Step 1: Create a table

Log on to the ApsaraDB RDS console to create an ApsaraDB RDS for MySQL instance. For more information, see Create an ApsaraDB RDS for MySQL instance.
When you create the ApsaraDB RDS for MySQL instance, select the VPC in which the ApsaraMQ for Kafka instance that you created in the "Prerequisites" section of this topic is deployed and add the CIDR block of the VPC to the whitelist.
On the Instances page, click the ApsaraDB RDS for MySQL instance that you created. Then, in the left-side navigation pane of the instance details page, perform the following operations:
1. Click Accounts. On the page that appears, click Create Account to create an account. For more information, see Create a database and an account.
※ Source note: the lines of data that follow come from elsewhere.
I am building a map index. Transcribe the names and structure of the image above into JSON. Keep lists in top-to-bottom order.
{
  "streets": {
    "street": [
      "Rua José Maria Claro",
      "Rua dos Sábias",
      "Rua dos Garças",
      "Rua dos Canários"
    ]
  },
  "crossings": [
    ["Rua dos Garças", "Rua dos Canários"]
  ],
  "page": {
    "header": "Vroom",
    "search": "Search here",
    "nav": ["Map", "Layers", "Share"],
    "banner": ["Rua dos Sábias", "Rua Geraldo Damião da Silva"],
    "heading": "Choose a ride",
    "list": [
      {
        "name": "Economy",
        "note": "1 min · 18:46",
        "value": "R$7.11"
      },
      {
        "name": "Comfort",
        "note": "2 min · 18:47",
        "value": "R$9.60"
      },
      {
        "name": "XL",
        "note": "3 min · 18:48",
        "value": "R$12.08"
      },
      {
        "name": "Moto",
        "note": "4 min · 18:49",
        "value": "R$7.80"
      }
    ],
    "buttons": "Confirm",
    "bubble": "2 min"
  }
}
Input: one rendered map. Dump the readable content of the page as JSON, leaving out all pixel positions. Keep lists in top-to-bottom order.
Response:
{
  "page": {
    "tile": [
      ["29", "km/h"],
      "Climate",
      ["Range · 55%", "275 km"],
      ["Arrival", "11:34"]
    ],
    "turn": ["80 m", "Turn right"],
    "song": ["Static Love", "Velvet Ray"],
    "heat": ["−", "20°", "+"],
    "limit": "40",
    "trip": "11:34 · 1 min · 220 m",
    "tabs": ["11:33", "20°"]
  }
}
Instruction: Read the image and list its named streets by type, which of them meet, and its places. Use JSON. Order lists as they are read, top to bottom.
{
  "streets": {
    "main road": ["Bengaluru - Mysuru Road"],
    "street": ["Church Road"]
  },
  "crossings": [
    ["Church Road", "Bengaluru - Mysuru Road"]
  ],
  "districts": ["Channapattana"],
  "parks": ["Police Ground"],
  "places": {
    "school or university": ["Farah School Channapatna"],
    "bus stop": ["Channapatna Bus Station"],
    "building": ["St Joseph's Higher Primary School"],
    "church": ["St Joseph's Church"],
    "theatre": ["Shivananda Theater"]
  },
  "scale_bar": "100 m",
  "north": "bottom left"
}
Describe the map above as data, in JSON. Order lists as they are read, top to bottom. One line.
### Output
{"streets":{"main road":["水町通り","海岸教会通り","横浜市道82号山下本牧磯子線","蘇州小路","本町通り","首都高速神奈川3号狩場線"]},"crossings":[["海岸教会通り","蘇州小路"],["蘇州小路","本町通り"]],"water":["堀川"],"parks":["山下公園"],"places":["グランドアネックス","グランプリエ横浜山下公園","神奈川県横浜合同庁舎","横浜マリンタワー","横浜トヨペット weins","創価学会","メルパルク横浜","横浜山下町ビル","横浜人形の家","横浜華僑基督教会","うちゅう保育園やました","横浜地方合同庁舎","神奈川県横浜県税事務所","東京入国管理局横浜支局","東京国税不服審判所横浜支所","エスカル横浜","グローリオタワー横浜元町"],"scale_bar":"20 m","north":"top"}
You can also use an existing account.
2. Click Databases. On the page that appears, click Create Database to create a database. For more information, see Create a database and an account. You can also use an existing database.
3. Click Database Connection to view and record the internal endpoint and port number.
On the instance details page, click Log On to Database to go to the Data Management (DMS) console. Then, click the database that you want to manage and create a table by using SQL statements. The following sample command provides an example on how to create a table whose column names are id and number. For more information, see SQL Commands.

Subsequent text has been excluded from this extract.